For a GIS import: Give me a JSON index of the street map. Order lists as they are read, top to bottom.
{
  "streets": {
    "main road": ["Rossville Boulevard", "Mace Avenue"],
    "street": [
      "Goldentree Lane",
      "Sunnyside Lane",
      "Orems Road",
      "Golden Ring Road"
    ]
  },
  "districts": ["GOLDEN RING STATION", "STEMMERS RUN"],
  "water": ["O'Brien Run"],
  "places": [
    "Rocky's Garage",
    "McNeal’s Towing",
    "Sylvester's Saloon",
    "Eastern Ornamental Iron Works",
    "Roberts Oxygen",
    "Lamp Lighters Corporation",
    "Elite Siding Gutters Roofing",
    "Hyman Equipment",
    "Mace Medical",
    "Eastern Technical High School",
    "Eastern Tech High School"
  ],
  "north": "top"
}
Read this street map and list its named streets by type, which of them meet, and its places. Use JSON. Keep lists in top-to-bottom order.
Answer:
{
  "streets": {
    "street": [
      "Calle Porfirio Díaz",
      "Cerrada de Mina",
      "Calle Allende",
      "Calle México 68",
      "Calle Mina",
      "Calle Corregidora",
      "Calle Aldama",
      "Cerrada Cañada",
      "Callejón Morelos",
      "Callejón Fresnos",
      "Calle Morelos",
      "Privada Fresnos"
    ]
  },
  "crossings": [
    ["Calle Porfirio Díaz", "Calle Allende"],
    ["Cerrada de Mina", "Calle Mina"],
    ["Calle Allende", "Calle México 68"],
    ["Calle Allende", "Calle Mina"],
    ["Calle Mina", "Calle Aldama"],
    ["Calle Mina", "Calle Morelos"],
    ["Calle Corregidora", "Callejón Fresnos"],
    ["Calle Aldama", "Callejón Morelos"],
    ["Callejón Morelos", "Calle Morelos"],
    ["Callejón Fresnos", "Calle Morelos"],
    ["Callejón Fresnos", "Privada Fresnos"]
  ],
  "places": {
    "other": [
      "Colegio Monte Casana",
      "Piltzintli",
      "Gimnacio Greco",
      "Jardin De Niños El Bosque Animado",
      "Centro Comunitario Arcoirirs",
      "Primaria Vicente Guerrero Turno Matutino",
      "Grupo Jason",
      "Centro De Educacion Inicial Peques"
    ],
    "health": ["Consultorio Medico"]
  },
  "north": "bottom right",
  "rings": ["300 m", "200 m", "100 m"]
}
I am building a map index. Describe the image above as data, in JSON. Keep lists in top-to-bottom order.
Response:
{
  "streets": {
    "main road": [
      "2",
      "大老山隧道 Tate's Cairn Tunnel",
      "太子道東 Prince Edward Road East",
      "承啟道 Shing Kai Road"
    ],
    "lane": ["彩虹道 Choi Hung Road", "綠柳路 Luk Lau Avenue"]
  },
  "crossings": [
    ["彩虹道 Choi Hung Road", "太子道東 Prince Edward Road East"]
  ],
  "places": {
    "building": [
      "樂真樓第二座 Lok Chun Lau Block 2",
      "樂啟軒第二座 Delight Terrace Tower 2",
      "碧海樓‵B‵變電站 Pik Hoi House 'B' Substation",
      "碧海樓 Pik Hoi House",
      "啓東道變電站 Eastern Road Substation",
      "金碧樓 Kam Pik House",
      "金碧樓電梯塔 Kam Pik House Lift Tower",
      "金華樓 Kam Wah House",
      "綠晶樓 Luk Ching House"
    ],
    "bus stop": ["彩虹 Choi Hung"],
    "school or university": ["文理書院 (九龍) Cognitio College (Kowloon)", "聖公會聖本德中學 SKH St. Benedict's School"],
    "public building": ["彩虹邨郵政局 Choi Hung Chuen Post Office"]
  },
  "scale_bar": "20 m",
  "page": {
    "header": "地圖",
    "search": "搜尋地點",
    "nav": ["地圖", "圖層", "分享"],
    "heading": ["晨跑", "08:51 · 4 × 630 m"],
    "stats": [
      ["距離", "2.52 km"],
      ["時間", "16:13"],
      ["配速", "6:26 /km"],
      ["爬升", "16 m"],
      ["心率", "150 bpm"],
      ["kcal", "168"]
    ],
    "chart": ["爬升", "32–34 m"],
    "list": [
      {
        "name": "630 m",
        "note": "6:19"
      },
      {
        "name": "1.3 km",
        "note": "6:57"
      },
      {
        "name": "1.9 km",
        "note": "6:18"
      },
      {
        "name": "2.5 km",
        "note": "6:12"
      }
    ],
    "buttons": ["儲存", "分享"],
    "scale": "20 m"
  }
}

* * * * * * *

Tally the lines of the material above that include the string "Díaz", then give the number with no other text.

2